TASK PROMPT: Below are records; count the lines that contain "Wichita" and give only the total.
Segment Start: TASK INPUT
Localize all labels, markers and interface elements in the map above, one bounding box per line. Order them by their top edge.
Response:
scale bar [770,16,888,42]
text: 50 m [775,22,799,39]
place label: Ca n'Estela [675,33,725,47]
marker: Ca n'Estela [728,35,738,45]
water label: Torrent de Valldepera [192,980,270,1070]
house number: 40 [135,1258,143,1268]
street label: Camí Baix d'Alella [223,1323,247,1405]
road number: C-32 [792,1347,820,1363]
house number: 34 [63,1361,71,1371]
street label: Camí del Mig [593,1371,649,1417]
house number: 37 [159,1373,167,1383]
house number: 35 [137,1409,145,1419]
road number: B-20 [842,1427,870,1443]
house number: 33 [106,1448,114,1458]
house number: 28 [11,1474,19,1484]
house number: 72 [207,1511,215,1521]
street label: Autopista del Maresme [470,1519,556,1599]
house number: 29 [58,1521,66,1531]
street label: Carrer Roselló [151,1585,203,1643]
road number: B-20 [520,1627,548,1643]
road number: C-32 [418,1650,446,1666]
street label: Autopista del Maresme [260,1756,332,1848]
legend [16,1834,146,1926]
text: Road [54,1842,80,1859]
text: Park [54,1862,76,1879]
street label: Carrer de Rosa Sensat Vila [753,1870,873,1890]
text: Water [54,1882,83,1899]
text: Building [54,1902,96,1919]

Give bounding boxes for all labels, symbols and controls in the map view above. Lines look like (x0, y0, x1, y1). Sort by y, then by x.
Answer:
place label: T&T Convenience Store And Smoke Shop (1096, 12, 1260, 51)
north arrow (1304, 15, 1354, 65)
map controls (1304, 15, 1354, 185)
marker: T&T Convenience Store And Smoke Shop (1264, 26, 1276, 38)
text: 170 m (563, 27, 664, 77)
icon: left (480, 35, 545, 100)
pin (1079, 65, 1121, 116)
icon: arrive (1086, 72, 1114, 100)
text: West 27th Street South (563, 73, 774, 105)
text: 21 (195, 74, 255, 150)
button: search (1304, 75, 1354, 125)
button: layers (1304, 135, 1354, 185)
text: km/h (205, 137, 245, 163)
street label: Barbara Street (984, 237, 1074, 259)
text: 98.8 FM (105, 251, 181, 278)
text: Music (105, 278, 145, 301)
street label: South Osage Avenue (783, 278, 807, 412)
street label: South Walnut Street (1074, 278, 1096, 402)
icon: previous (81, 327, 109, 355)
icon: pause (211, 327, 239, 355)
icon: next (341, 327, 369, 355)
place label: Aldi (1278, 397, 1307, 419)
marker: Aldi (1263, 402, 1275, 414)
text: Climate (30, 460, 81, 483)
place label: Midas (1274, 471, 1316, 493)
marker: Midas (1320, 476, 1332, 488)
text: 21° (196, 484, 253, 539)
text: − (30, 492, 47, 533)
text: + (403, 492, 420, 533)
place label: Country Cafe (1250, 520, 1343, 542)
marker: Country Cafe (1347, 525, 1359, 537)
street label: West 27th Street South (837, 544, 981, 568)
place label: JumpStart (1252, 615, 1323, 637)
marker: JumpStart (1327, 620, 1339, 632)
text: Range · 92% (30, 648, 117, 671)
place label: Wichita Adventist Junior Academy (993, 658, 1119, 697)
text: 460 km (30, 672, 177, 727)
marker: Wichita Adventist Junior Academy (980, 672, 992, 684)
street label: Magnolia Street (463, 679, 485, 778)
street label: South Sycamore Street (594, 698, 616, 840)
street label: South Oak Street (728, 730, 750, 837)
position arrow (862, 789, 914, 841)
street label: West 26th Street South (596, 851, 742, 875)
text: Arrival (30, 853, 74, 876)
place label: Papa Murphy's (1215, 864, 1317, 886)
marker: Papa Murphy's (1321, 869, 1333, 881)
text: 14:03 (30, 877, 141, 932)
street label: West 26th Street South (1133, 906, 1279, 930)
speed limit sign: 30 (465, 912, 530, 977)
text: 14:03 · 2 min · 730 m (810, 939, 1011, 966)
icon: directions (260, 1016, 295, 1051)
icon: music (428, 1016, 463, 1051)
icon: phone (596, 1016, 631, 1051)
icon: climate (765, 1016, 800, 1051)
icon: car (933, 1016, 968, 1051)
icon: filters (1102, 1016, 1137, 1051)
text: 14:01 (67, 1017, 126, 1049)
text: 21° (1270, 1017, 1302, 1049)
Segment End: TASK INPUT
EXERCISE SOLUTION: 2